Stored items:
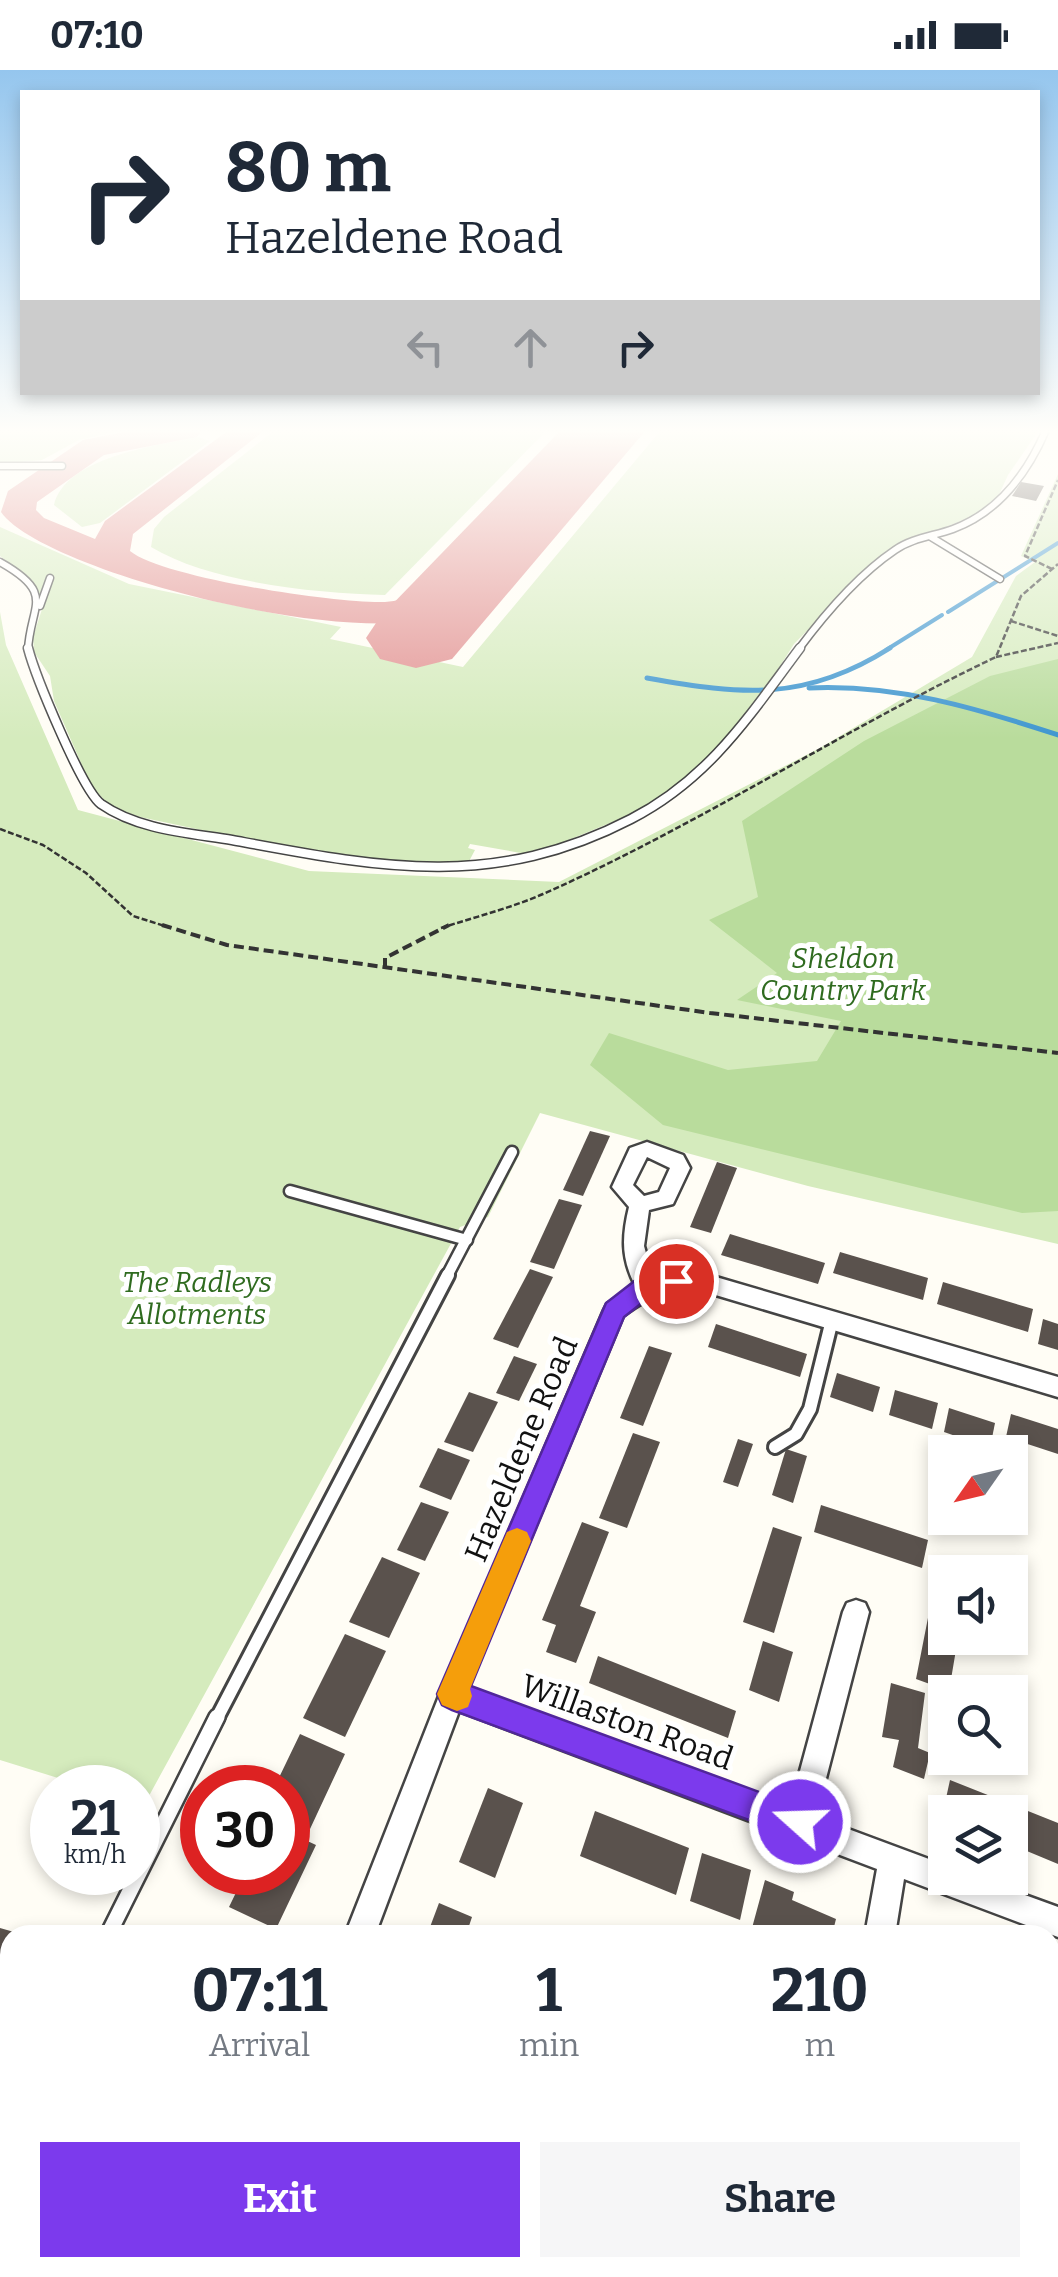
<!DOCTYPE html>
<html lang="en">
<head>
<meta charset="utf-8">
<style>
  body { margin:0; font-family:Bitter,serif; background:#f6f6f7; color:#1f2937; height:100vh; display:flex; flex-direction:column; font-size:38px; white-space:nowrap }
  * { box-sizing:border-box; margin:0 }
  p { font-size:32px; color:#747a83 }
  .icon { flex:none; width:55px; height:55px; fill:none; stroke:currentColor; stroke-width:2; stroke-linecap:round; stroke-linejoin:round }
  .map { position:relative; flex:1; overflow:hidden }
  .side { position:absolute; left:0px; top:1855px; width:1060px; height:352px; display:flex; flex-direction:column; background:#fff; border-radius:30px 30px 0 0; box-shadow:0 5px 15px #0003 }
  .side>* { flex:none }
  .top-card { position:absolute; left:20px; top:20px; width:1020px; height:305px; border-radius:0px; box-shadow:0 5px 15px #0003; background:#fff; color:#1f2937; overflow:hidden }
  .needle { width:65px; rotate:236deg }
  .buttons { position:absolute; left:928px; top:1365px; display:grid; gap:20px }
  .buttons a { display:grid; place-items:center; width:100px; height:100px; border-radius:0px; background:#fff; box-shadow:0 5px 15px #0003; font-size:50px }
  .speed { position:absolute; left:30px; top:1695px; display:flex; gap:20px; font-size:50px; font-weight:700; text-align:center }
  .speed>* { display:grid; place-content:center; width:130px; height:130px; border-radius:50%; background:#fff; box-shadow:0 5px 15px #0003; line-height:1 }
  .speed small { font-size:25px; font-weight:400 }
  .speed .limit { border:15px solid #d22; background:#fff; color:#111 }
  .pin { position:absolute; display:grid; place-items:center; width:85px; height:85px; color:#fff; margin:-42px; border:5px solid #fff; border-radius:50%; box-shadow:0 2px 10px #0007 }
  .me { position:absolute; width:110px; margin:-55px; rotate:290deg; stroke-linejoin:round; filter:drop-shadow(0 0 8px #0008) }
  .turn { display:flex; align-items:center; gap:35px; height:210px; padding:0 40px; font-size:45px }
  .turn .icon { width:130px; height:130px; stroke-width:2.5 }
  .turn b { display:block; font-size:70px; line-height:85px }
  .lanes { display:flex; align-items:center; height:95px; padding:0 40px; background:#0003; justify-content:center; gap:50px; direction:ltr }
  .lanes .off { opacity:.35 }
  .eta { display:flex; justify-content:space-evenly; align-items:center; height:170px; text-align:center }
  .eta b { font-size:60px; font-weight:700; line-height:70px }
  .cta { display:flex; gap:20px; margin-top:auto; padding:20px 40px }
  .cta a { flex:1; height:115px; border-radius:0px; background:#7c3aed; color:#fff; font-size:40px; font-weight:700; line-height:115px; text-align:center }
  .cta a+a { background:#f6f6f7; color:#1f2937 }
  .status { display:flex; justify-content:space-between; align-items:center; height:70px; padding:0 50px; background:#fff; direction:ltr }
  .status svg { height:28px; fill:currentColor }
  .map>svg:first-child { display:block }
</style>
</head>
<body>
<div class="status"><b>07:10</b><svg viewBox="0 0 49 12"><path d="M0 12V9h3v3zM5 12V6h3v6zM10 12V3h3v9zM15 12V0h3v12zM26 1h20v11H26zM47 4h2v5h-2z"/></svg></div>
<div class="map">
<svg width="1058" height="2207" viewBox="0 0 1058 2207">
  <rect width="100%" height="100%" fill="#fffdf5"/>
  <g fill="#d5ebbd">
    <path d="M0,360H124L79,370L42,390L0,394Z"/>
    <path d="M275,360H547L385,525C315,523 211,513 151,477L154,459L164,447Z"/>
    <path d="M661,360H1039L1008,405L997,429L973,446L886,481L794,574L760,628L719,678L673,719L632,744L532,785L470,774L468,778L475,780L467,795L371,793L276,776L140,747L111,737L91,716L54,631L50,606L34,582L33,567L44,533L25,505L0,486V457L129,514L341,557L330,569L463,597Z"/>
    <path d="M198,367L210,371L100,453L82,457L54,435C65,387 158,375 198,367Z"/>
    <path d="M1058,404V1174L808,1116L540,1043L488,1147L460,1157L144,1735L138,1733V1718L87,1717L0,1690V542L6,575L78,740L309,801L559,812L820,678L972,587L1016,506L1035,492L1021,486Z"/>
    <path d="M195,2198H361L381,2207H191Z"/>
  </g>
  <path fill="#b9dc9c" d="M1058,589V1141L1022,1143L663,1055L590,995L609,963L728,1000L817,991L841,951L737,930L777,903L709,850L758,827L742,751L864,671L990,606Z"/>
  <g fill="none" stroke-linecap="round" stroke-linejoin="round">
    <g stroke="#3f96cf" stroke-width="4">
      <path d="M948,542L1058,473"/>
      <path d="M886,580L942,545"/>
    </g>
    <g stroke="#3f96cf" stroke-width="5">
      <path d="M647,608C742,625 805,632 890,578"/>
      <path d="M809,618C896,614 976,638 1058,665"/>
    </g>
    <path fill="#e29292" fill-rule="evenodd" d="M135,360H202L197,367L104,385L37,432L36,440L44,448L95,469L105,451L229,360H265L133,464L130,481C163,508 339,534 385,532C413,530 441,512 467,519L473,527C423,600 45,506 1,442L8,421L83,370Z"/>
    <path fill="#e29292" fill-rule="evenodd" d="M561,360H646L452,589L416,598L380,589L366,568L380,547Z"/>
  </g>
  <g fill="#5a524d">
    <path d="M1021,412L1044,416L1036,431L1012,426Z"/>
    <path d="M590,1061L610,1066L583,1126L563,1120Z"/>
    <path d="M717,1092L737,1098L711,1163L690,1157Z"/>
    <path d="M559,1129L582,1135L554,1199L530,1192Z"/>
    <path d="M730,1164L825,1193L818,1214L721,1185Z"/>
    <path d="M840,1182L928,1208L923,1230L833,1203Z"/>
    <path d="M530,1199L553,1207L518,1278L493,1269Z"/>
    <path d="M943,1212L1033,1239L1028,1262L937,1234Z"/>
    <path d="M1043,1249L1058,1254V1280L1038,1274Z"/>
    <path d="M716,1254L807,1284L800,1307L708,1277Z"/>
    <path d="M649,1276L672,1283L643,1356L620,1348Z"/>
    <path d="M514,1286L537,1294L519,1331L496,1323Z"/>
    <path d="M837,1303L880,1317L873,1342L830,1327Z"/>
    <path d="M895,1320L938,1333L932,1359L889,1345Z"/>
    <path d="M469,1322L498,1332L473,1382L444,1372Z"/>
    <path d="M949,1338L995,1353L990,1378L944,1362Z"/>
    <path d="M1011,1344L1058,1359V1384L1006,1367Z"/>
    <path d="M633,1363L660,1372L627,1458L599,1448Z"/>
    <path d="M738,1369L753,1374L738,1417L723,1412Z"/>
    <path d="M438,1378L470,1390L451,1430L419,1417Z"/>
    <path d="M786,1379L807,1386L793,1433L772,1425Z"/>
    <path d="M421,1432L449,1442L425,1491L397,1480Z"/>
    <path d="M821,1435L928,1470L922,1498L814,1462Z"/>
    <path d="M582,1452L609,1462L580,1536L596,1542L576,1593L546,1582L556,1555L542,1550Z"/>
    <path d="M773,1457L802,1467L774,1563L743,1552Z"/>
    <path d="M382,1487L420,1503L389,1568L349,1552Z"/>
    <path d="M936,1507L945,1510V1568H958L949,1621L916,1609Z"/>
    <path d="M345,1564L386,1581L345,1667L303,1648Z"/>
    <path d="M763,1571L793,1582L779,1632L749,1620Z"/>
    <path d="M598,1586L736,1641L728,1668L589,1613Z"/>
    <path d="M891,1613L925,1623L918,1678L930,1683L924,1709L893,1697L899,1670L882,1667Z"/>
    <path d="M300,1664L345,1684L310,1759L288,1749V1718H274Z"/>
    <path d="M950,1710L1058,1753V1794L1010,1774V1742H943Z"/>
    <path d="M488,1718L523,1733L495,1808L459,1792Z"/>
    <path d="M595,1741L689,1778L676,1825L580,1786Z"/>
    <path d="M288,1762L316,1775L276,1859L229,1837L246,1802H288Z"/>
    <path d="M702,1783L751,1800L740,1850L690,1831Z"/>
    <path d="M765,1810L794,1822L792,1830L836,1849L832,1865L785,1862L769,1865L752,1858Z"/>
    <path d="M439,1833L472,1847L466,1865H427Z"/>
    <path d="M0,1858L21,1864L10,1865V1902L0,1899Z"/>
  </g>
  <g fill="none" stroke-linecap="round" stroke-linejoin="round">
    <g stroke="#444" stroke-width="9">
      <g id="service-far4">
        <path d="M0,396H62"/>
        <path d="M931,467L1000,509"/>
        <path d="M0,492C57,524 30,535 28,580"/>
        <path d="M40,536L50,508"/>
        <path d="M798,580C824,545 858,505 895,480C912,468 934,466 953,459C999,442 1027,404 1046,360"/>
      </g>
    </g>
    <g stroke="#444" stroke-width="11">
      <path id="service-far3" d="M28,578C35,605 82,720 101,734C138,760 190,763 232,770C378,797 492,821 631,749C709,709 750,645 800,578"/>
    </g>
    <g stroke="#444" stroke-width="15">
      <g id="service-far2">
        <path d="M290,1121L467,1170"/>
        <path d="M446,1208L512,1082"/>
      </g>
    </g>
    <g stroke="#444" stroke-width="18">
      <g id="service-far1">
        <path d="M775,1377L796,1364L810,1339L832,1250"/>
        <path d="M216,1650L448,1205"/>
      </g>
    </g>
    <g stroke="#444" stroke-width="20">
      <g id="service">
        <path d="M108,1865L217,1647"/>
        <path d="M0,2200L18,2207"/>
        <path d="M141,2207L147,2198"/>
      </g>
    </g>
    <g stroke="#444" stroke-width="5">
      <g id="minor">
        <path d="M647,1072L683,1085L690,1098L673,1134L649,1140L644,1176L653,1208L680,1203L709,1205L1058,1307V1327L709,1223C670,1219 655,1222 623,1246L468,1618L790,1738L843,1542L847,1533L856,1530L865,1533L869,1542L816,1747L945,1795V1808H978L1058,1837V1867L904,1809L895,1865H865L877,1799L459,1641L375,1865H345L443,1616L604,1240L607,1234L635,1215C621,1188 622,1166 629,1137L612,1117L630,1078ZM647,1087L670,1098L659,1122L644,1126L633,1115Z"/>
        <path d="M772,2198H806L805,2207H771Z"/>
      </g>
    </g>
    <g stroke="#444" stroke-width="5">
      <g id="tertiary">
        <path d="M0,2001L10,2005V2045L0,2041Z"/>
        <path d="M410,2198H467L471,2207H414Z"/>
      </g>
    </g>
    <g stroke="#333" stroke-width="2.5" stroke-dasharray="6 2.5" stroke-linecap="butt">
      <path d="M1052,499L1025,486L1058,410"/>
      <path d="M1011,551L1058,566"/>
      <path d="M996,587L1058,573"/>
      <path d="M0,759L43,775L86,803L133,846L171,858"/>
      <path d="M441,858C475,847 511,838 543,824C699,755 842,660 996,587L1021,526L1058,494"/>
    </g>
    <g stroke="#333" stroke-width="4" stroke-dasharray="10 5" stroke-linecap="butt">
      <path d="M162,855L227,875L710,943L1058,983"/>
      <path d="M385,898V888L449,855"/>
    </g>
    <use href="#service-far4" stroke="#fff" stroke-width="6"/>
    <use href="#service-far3" stroke="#fff" stroke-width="8"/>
    <use href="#service-far2" stroke="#fff" stroke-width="10"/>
    <use href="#service-far1" stroke="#fff" stroke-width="12"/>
    <use href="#service" stroke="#fff" stroke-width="15"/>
    <use href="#minor" fill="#fff" fill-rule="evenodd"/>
    <use href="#tertiary" fill="#fff" fill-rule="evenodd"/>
  </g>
  <linearGradient id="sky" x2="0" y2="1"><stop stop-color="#95c6ee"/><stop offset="0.54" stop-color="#fffefa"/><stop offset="1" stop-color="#fffefa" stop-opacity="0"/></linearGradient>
  <rect width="1058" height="669" fill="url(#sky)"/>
  <path fill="#7c3aed" stroke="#51269a" stroke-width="2.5" d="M676,1201L685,1204L689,1211L685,1218L652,1225L624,1247L471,1616L811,1741L816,1752L811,1764L800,1769L452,1640L442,1635L437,1624L606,1233L637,1209Z"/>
  <path fill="#f59e0b" d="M517,1458L527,1462L531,1471L470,1619L472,1626L468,1637L457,1641L442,1635L437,1624L507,1462Z"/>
  <g text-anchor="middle" stroke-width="10" stroke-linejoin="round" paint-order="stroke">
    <g font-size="28" font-style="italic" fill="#2f6b1f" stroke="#fff">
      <text x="843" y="898">Sheldon<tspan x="843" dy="32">Country Park</tspan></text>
      <text x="197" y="1222">The Radleys<tspan x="197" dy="32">Allotments</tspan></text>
    </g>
    <g font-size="32" fill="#111" stroke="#fff">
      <text transform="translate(521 1379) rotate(-67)" y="11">Hazeldene Road</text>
      <text transform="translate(627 1652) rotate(20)" y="11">Willaston Road</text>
    </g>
  </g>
</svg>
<div class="buttons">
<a><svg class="needle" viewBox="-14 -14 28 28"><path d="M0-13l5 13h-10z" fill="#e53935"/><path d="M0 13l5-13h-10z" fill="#747a83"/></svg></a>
<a><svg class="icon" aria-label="sound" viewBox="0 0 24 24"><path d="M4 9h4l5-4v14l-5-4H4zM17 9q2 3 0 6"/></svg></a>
<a><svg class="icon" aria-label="search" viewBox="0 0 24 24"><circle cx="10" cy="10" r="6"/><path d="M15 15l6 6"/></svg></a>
<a><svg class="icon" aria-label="layers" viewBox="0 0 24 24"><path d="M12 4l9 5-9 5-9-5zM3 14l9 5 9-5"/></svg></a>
</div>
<div class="speed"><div>21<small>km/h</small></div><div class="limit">30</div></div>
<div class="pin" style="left:676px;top:1211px;background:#d93025"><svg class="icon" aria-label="arrive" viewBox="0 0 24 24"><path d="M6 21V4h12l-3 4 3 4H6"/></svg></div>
<svg class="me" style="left:800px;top:1752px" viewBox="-20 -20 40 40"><circle r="17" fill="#7c3aed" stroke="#fff" stroke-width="3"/><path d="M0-11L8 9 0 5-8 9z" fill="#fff"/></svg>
<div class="top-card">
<div class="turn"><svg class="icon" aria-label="right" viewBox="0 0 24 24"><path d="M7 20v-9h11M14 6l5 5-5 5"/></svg><div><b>80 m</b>Hazeldene Road</div></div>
<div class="lanes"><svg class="icon off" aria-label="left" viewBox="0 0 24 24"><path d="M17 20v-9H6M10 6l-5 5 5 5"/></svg><svg class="icon off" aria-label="ahead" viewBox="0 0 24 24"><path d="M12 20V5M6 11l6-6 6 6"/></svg><svg class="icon" aria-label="right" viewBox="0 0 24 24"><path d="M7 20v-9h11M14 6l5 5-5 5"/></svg></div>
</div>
<section class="side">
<div class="eta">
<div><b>07:11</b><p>Arrival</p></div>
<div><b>1</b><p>min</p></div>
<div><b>210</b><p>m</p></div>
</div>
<div class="cta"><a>Exit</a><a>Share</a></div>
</section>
</div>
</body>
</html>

Your task:
Say, as a bare number, how many lines in the entries above include the string "none".

Response:
4